* [Supplied entries]
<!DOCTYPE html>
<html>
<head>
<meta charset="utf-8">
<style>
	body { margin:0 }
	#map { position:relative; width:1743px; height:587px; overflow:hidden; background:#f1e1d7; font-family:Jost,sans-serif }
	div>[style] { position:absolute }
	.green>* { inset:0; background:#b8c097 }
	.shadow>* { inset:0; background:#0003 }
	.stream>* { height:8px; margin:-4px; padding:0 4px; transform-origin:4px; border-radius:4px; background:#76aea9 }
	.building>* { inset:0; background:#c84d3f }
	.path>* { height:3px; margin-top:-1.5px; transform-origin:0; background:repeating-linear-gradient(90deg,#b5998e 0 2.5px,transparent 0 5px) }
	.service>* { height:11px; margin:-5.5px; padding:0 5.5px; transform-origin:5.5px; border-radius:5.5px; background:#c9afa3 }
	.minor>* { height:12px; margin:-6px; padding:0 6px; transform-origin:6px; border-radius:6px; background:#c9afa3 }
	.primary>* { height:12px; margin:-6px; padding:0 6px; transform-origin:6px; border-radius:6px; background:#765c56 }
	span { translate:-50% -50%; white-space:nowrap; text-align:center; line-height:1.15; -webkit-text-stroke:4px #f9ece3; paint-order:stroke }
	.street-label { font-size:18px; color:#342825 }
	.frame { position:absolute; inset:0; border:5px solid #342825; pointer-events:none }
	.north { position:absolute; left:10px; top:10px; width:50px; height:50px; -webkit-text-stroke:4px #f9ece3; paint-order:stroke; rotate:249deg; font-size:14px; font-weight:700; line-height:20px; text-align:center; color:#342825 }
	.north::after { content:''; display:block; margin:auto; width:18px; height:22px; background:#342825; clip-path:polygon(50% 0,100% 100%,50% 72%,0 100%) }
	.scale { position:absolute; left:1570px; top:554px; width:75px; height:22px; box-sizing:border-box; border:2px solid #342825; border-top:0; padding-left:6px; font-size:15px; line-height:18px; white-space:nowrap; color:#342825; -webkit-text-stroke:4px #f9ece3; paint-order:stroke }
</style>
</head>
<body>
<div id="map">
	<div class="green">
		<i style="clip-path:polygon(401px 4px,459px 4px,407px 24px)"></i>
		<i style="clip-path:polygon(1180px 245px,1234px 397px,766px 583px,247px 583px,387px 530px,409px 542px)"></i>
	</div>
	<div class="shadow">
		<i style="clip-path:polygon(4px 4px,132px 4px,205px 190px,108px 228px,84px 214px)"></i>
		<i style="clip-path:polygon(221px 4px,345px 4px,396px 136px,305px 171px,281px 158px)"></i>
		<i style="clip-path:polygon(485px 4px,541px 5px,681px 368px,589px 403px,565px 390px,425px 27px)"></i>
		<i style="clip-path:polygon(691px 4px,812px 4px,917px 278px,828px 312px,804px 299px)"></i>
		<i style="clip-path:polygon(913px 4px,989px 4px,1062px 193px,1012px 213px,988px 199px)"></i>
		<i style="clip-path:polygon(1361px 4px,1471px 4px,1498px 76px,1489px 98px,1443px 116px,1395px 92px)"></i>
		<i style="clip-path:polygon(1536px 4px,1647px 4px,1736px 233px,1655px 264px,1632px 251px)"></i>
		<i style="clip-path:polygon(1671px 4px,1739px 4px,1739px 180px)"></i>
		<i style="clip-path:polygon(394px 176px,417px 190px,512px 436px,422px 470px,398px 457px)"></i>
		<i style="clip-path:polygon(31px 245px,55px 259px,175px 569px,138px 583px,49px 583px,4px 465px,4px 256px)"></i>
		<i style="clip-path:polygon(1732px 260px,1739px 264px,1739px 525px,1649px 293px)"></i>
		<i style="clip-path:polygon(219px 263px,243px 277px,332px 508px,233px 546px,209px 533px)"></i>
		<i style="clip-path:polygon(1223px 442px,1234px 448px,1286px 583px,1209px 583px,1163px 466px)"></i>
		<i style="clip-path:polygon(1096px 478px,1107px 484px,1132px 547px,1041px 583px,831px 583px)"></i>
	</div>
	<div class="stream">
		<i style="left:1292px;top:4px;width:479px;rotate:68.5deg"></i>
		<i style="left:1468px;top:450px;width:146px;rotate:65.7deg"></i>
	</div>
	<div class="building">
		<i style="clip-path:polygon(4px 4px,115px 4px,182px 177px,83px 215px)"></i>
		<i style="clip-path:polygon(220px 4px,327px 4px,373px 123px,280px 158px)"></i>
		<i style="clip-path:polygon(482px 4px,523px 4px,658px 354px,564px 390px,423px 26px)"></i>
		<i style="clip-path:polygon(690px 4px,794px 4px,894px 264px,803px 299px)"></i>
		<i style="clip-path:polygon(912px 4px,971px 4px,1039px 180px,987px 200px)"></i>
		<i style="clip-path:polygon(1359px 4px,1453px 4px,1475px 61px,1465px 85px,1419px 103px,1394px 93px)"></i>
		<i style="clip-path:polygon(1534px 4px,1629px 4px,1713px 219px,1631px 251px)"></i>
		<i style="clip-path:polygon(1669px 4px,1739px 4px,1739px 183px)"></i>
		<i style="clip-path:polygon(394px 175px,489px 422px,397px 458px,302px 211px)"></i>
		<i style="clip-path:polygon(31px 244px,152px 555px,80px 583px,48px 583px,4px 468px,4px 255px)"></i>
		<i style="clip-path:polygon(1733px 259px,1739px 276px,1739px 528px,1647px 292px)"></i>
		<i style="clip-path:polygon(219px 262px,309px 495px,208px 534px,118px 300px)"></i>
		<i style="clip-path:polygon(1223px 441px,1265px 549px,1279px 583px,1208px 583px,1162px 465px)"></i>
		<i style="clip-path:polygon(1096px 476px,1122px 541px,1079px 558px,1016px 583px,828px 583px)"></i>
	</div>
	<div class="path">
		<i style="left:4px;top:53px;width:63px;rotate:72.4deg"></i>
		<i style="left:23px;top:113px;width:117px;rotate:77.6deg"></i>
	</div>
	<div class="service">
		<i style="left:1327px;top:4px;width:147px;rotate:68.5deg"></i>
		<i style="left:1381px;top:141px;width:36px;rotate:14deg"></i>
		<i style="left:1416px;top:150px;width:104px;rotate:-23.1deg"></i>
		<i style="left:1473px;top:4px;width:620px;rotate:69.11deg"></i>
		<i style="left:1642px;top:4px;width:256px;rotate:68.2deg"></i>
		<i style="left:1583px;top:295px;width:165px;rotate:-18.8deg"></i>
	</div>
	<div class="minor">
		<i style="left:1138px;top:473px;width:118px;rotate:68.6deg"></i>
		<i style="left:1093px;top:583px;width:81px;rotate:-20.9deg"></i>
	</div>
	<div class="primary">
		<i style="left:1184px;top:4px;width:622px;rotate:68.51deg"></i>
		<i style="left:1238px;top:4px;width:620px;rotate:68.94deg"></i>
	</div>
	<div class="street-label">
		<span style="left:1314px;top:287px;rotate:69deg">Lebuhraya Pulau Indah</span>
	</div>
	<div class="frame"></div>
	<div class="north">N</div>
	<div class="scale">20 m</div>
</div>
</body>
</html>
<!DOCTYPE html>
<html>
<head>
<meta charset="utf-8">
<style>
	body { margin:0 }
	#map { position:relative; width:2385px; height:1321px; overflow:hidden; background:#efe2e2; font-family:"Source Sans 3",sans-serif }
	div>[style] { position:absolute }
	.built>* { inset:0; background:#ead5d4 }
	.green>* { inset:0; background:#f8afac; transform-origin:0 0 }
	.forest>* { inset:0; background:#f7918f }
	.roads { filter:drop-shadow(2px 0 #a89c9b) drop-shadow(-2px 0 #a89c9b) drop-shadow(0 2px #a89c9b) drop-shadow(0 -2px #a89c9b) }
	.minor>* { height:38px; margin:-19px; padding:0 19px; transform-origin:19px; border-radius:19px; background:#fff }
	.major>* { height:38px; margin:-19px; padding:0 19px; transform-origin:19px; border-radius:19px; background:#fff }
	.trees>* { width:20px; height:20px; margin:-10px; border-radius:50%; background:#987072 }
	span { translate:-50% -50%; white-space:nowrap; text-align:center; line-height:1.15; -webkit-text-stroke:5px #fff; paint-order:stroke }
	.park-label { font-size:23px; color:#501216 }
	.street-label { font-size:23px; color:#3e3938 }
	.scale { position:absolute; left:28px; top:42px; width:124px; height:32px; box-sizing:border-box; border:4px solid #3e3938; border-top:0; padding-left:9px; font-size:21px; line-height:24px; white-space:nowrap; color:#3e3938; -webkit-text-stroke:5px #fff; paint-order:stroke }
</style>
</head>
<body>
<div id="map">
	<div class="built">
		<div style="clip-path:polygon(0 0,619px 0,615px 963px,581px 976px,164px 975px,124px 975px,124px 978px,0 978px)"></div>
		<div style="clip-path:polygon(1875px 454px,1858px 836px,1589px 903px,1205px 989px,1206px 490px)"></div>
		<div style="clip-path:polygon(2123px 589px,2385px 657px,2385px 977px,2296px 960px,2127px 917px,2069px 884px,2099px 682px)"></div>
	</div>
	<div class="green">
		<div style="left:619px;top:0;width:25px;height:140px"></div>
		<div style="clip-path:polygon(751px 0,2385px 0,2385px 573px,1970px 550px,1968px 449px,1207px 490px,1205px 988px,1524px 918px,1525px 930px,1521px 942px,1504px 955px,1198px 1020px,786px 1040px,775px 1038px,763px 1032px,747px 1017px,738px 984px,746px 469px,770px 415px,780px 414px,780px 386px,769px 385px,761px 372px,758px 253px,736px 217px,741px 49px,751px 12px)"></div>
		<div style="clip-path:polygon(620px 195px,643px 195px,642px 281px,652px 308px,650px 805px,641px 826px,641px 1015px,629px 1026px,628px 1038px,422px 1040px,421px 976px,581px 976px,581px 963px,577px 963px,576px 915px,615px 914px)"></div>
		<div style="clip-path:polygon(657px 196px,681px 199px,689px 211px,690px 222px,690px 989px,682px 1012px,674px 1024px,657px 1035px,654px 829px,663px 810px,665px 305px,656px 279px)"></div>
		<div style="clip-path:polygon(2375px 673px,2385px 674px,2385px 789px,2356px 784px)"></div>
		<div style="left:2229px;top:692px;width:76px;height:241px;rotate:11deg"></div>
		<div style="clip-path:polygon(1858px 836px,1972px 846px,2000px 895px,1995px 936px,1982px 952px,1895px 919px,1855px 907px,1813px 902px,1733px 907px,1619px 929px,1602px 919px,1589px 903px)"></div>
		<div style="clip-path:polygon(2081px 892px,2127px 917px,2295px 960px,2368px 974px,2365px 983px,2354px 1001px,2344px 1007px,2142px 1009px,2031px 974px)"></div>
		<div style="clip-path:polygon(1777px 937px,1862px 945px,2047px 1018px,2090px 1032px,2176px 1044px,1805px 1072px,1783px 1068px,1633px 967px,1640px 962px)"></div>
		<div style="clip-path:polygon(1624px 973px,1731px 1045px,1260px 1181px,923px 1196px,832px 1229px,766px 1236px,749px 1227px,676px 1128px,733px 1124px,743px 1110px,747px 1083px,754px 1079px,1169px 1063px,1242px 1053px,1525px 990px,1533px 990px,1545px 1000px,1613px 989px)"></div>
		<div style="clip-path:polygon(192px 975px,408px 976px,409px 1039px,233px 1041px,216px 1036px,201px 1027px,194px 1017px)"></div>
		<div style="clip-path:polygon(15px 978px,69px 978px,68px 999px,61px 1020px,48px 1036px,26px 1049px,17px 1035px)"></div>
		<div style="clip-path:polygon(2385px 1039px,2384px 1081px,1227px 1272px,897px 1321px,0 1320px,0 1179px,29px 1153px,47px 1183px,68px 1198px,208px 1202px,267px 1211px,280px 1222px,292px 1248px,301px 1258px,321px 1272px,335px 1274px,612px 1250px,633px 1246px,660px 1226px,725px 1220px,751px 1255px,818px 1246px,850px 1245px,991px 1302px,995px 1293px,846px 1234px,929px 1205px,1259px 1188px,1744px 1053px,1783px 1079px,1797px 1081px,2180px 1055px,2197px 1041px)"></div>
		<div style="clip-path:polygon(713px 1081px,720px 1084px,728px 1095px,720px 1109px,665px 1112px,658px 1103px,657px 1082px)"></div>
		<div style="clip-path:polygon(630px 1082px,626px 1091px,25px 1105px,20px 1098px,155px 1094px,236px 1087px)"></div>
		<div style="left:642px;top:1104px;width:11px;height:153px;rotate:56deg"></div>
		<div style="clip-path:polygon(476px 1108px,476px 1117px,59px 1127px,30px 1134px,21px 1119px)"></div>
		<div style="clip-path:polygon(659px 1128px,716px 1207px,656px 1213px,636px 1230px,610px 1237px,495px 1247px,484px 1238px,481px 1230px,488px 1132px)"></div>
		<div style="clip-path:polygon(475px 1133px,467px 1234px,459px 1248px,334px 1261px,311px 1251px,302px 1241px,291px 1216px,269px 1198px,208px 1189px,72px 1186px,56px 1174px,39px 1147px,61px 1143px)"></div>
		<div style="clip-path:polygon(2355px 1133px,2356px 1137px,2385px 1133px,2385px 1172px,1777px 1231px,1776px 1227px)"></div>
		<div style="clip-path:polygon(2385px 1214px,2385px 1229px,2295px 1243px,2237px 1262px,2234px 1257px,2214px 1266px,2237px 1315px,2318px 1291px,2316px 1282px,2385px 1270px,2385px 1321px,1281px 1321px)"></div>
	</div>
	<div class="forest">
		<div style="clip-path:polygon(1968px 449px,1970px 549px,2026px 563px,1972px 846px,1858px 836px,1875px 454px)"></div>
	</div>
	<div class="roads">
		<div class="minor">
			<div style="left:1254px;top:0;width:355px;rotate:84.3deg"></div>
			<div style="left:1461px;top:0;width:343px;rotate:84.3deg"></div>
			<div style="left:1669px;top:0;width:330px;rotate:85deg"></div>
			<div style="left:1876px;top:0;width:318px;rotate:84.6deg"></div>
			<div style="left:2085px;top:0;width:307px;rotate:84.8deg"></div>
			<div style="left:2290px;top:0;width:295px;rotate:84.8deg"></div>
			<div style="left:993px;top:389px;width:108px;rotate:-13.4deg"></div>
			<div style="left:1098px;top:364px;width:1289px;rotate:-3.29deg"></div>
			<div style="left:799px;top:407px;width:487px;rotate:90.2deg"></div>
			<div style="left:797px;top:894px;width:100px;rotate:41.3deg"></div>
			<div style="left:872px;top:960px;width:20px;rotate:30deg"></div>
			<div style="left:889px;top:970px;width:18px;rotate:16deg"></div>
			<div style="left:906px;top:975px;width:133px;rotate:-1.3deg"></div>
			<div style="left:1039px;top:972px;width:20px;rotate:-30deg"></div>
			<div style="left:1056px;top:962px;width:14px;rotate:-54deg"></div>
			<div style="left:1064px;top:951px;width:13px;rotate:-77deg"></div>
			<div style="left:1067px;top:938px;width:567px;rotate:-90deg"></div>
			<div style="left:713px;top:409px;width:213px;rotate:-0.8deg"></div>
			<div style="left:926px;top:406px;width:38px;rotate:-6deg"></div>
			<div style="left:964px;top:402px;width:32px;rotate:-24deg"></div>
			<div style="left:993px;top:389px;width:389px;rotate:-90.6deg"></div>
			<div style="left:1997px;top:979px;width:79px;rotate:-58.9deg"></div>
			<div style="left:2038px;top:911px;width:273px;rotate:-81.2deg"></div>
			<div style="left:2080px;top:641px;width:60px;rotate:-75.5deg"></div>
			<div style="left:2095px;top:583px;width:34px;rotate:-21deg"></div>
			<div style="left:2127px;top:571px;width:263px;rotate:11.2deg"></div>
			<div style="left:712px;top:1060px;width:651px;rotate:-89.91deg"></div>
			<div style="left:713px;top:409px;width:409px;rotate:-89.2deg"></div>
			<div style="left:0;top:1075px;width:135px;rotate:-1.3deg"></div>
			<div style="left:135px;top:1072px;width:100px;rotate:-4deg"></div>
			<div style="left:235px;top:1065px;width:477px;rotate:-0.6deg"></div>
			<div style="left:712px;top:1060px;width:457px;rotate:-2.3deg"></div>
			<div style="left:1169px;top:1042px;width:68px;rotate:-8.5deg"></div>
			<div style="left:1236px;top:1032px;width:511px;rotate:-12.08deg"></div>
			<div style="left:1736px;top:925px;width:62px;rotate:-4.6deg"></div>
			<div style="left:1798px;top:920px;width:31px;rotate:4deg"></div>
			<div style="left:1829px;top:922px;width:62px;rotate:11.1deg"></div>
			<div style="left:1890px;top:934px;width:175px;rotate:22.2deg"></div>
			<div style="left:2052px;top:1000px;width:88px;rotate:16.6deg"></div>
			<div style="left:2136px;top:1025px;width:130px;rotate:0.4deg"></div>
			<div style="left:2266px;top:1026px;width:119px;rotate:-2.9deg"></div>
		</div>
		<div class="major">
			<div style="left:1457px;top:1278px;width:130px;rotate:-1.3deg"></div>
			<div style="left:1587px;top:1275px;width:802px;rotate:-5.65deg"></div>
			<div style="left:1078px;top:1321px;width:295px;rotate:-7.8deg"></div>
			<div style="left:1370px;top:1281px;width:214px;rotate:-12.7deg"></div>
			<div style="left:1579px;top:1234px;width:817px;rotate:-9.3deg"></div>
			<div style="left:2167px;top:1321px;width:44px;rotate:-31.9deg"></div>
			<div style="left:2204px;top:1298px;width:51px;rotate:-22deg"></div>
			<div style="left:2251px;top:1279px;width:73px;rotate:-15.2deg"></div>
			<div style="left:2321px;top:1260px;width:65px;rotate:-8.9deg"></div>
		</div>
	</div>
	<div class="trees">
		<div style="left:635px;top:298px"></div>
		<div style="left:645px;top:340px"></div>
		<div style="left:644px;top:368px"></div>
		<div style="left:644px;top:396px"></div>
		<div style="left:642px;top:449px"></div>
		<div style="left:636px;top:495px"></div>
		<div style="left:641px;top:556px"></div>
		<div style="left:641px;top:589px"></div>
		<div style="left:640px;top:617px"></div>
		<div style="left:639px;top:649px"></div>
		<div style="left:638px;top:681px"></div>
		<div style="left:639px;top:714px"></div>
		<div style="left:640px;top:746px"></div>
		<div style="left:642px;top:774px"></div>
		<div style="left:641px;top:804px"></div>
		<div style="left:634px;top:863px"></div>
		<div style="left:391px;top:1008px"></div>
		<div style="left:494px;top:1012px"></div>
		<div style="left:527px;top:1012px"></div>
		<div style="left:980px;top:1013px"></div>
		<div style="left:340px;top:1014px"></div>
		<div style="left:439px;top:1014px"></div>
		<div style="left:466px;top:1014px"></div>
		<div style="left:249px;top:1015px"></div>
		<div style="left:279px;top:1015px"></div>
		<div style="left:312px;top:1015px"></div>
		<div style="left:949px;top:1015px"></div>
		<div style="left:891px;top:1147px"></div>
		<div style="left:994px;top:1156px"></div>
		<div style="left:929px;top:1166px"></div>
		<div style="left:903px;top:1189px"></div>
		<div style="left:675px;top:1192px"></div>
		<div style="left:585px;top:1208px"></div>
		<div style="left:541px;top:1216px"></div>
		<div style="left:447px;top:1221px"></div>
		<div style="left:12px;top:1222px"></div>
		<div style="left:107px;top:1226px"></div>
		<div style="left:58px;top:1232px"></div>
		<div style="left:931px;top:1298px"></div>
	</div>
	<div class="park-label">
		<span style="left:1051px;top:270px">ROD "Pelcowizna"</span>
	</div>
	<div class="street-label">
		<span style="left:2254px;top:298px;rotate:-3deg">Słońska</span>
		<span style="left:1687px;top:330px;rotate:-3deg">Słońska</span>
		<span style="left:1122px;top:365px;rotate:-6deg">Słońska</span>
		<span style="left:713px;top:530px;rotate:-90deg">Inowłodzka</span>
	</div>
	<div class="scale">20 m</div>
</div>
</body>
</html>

* [Your instructions] Of the lines above, copy each one that contains the word "sans".

* [Result of this exercise]
	#map { position:relative; width:1743px; height:587px; overflow:hidden; background:#f1e1d7; font-family:Jost,sans-serif }
	#map { position:relative; width:2385px; height:1321px; overflow:hidden; background:#efe2e2; font-family:"Source Sans 3",sans-serif }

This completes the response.